Did I do it all wrong? Would therapy or medication have gotten me over it sooner? I just don’t know. And I perhaps never will. I’ve been playing these past six months entirely by ear. I do feel safe in the assumption that as long as I have my physical health, my mental health is also safe. But
I no longer take it for granted. And I also realize that the madcap coping mechanism of my twenties — constantly sprinting — literally, when it came to ultimate frisbee, probably wouldn’t have lasted forever anyway.

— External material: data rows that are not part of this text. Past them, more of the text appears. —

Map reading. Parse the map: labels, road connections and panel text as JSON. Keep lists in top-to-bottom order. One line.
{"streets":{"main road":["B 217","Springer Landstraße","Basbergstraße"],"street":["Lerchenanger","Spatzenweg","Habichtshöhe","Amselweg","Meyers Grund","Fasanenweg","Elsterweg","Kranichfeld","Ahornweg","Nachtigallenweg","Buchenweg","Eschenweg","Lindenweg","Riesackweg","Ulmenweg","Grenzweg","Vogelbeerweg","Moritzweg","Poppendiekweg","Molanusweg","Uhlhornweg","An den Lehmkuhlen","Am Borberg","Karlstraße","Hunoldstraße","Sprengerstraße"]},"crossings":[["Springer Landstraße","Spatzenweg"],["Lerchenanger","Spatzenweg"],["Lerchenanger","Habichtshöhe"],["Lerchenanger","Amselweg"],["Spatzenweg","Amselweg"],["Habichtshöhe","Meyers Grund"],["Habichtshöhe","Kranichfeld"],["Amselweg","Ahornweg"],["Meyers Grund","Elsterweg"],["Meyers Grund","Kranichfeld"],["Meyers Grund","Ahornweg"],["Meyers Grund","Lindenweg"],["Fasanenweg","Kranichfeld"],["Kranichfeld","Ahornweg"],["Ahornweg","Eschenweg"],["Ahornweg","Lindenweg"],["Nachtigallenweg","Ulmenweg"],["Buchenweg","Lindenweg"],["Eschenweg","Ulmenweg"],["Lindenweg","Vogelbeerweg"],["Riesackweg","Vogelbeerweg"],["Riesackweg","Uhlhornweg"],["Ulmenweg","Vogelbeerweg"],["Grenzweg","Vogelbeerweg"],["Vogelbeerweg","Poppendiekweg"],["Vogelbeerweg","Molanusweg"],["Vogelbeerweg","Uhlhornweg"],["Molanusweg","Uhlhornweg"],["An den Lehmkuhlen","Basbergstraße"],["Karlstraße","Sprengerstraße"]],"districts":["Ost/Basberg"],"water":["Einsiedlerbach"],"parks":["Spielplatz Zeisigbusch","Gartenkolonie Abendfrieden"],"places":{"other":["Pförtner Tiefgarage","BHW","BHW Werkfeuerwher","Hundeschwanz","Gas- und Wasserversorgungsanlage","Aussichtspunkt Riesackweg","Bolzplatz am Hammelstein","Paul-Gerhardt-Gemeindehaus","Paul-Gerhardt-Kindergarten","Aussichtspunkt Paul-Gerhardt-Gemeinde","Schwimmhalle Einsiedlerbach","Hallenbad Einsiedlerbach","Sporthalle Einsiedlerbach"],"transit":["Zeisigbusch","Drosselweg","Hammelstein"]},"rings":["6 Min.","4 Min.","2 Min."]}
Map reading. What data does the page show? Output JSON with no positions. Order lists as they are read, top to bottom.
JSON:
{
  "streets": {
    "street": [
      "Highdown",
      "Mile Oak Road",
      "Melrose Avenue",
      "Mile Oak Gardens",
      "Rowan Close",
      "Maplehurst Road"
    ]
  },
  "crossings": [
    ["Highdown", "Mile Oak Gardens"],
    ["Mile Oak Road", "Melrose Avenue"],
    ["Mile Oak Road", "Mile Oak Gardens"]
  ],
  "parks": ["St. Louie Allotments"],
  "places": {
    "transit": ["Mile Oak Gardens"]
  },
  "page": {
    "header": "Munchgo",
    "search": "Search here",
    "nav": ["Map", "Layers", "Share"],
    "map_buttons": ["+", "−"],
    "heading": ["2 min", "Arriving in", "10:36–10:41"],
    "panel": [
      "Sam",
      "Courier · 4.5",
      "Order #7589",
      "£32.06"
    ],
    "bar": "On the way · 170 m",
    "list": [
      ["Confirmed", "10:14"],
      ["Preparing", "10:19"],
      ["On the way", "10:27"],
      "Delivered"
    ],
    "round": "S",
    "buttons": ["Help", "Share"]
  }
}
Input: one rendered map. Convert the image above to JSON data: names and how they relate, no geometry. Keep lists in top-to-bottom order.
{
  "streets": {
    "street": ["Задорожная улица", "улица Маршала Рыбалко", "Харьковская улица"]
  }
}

One thing that tends to not work is trying to will yourself into being more organized/disciplined/attentive. That tends to be a recipe for failure, with all the voices in your head yelling at you for being such a lazy slob and a waste of space. What does work is finding clever ways to set things up such that it’s a downhill slide instead of uphill battle — in essence, coming up with a system that makes the good behavior easy instead of difficult. It’s like the judo trick of using the other person’s momentum for a throw, rather than trying to absorb the force of their blow directly

slim: Indeed. I also think the kind of support structure or environment you’re talking about is essential. Although, I would rather use words like “encouraged,” “supported,” or “amplified” to describe the qualities afforded by such an environment over “easy.” I think there is a significant difference between something being easy vs feeling at ease when you’re in relation to something.